§ Assignment
Would you please copy every line below that includes the string "list"?

§ Dataset excerpts
BEGIN

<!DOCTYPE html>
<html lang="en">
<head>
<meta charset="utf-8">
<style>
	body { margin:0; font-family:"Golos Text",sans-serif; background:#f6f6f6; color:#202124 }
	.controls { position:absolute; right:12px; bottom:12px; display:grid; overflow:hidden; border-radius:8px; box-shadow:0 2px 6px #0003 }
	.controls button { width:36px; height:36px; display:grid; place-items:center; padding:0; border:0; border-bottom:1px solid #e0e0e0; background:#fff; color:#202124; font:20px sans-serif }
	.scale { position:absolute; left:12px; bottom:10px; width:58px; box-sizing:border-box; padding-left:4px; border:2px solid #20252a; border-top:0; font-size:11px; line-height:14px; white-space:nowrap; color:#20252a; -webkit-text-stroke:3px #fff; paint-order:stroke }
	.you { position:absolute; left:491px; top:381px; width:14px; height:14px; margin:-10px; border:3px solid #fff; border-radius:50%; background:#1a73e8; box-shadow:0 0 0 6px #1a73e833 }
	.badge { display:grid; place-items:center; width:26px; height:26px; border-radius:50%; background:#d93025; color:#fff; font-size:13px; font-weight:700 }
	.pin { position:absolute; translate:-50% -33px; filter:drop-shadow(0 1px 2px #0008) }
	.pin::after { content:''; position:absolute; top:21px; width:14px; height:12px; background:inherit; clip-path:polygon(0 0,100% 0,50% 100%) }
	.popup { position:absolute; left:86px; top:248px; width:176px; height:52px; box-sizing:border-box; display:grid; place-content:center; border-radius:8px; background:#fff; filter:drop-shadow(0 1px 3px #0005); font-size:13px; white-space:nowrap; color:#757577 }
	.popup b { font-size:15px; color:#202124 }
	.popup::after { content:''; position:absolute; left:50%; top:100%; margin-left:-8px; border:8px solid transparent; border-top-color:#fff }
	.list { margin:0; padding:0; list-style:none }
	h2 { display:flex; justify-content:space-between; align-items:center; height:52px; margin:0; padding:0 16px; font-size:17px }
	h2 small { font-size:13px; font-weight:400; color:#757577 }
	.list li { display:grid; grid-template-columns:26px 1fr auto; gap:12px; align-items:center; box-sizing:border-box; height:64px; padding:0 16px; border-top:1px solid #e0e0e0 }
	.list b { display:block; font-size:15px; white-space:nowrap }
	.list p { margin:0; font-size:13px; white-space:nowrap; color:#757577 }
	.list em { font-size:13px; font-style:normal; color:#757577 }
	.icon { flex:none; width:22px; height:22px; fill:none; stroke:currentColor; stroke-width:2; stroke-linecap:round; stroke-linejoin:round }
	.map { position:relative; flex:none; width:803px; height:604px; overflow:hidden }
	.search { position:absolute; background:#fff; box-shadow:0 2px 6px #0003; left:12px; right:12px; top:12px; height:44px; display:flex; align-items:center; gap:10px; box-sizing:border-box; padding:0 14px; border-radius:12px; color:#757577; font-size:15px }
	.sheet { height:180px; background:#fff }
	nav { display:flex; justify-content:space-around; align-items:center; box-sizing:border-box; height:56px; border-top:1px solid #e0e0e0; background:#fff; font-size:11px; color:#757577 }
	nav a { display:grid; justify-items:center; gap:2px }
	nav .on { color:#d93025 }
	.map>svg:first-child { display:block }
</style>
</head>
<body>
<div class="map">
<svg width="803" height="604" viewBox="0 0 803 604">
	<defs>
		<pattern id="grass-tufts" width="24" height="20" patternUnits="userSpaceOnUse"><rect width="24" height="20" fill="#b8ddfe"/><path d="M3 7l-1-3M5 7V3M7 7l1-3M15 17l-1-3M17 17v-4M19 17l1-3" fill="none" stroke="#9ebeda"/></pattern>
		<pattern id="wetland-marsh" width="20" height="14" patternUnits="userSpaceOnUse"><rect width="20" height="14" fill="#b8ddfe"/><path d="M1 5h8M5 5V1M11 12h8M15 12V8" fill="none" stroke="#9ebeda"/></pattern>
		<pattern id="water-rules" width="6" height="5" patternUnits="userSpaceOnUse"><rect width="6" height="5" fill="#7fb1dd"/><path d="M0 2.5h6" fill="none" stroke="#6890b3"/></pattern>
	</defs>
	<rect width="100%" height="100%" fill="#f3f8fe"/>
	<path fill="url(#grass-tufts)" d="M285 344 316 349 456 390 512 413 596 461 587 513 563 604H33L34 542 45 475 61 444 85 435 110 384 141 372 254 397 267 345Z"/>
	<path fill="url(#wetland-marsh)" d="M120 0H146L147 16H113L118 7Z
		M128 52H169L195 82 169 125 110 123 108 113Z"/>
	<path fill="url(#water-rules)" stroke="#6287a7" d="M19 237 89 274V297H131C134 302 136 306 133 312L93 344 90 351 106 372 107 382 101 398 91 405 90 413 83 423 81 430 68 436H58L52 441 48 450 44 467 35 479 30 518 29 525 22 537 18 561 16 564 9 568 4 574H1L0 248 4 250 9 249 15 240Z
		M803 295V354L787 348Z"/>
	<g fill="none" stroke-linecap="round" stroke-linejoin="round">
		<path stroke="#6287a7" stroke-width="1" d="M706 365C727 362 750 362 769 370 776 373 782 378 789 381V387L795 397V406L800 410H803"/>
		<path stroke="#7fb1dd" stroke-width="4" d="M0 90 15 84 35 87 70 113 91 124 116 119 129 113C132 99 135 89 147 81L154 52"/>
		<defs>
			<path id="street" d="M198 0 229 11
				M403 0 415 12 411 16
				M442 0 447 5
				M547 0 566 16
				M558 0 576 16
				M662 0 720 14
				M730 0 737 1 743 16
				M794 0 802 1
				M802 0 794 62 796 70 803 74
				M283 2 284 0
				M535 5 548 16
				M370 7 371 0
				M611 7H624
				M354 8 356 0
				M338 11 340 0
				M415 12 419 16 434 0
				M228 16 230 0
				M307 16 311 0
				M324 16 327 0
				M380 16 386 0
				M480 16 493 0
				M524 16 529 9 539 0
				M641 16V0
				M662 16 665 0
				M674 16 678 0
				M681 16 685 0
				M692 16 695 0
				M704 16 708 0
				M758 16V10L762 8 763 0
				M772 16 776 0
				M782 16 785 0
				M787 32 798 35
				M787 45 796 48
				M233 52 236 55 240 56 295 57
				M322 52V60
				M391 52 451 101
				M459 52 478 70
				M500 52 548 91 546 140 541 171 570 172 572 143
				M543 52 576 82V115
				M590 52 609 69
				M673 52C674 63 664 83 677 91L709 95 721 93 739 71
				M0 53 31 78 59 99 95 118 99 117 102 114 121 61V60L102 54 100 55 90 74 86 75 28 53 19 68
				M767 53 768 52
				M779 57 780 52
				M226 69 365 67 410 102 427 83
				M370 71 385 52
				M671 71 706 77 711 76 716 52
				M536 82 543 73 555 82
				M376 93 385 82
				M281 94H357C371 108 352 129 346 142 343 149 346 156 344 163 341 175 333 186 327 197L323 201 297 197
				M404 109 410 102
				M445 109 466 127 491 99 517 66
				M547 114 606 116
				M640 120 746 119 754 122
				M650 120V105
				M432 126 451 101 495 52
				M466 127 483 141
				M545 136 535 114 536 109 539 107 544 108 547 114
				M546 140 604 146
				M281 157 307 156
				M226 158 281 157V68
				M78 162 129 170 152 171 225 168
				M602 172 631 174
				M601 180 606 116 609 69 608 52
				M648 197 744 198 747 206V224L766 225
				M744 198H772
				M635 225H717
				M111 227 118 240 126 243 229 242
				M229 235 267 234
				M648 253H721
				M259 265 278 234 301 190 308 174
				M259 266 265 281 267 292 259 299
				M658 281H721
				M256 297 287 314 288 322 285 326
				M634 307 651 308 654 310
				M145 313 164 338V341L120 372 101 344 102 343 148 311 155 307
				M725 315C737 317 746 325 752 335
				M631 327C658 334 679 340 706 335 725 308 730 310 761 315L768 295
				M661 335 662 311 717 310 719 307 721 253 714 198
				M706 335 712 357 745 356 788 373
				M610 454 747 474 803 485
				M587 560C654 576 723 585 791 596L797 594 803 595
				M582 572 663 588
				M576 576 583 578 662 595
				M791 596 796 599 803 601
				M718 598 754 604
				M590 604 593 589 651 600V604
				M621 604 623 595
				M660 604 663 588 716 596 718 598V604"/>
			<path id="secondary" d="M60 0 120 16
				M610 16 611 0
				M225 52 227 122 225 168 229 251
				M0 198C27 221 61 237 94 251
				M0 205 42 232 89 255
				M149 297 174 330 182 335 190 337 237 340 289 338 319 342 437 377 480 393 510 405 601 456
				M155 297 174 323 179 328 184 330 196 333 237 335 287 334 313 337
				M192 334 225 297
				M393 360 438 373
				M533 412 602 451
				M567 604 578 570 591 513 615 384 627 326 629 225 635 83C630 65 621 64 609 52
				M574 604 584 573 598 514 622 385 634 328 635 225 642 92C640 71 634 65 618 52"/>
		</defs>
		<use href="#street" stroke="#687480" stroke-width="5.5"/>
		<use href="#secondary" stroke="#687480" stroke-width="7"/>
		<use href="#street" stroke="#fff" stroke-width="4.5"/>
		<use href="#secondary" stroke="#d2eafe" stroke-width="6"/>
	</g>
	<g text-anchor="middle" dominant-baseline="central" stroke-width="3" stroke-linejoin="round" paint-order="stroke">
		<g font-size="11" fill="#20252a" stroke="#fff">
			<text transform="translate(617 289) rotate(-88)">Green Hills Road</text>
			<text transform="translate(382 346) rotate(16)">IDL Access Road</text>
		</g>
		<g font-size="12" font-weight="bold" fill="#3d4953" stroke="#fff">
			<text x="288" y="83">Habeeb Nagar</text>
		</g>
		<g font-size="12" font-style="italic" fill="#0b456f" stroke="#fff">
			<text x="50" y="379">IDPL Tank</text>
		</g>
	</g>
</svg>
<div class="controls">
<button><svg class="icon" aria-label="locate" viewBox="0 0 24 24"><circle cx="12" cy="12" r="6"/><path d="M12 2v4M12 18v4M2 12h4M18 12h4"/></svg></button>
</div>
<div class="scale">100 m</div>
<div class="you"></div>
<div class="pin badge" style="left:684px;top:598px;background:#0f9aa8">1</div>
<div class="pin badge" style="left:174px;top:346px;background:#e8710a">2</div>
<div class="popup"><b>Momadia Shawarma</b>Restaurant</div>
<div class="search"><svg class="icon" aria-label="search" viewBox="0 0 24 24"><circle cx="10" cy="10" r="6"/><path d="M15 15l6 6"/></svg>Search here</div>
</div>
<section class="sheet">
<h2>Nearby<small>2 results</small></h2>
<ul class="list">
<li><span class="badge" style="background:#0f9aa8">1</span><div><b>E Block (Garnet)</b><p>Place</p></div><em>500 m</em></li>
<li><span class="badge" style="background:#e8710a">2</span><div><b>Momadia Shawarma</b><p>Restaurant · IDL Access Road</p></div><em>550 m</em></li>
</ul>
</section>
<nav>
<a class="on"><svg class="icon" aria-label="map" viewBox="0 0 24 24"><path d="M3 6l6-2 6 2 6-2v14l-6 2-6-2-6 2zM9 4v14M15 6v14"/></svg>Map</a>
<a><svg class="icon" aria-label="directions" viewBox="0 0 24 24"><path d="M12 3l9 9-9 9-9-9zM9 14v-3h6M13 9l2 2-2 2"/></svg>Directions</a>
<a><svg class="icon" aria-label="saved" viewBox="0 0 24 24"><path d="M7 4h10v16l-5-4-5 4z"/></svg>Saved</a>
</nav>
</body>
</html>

END

§ Problem solution
	.list { margin:0; padding:0; list-style:none }
	.list li { display:grid; grid-template-columns:26px 1fr auto; gap:12px; align-items:center; box-sizing:border-box; height:64px; padding:0 16px; border-top:1px solid #e0e0e0 }
	.list b { display:block; font-size:15px; white-space:nowrap }
	.list p { margin:0; font-size:13px; white-space:nowrap; color:#757577 }
	.list em { font-size:13px; font-style:normal; color:#757577 }
<ul class="list">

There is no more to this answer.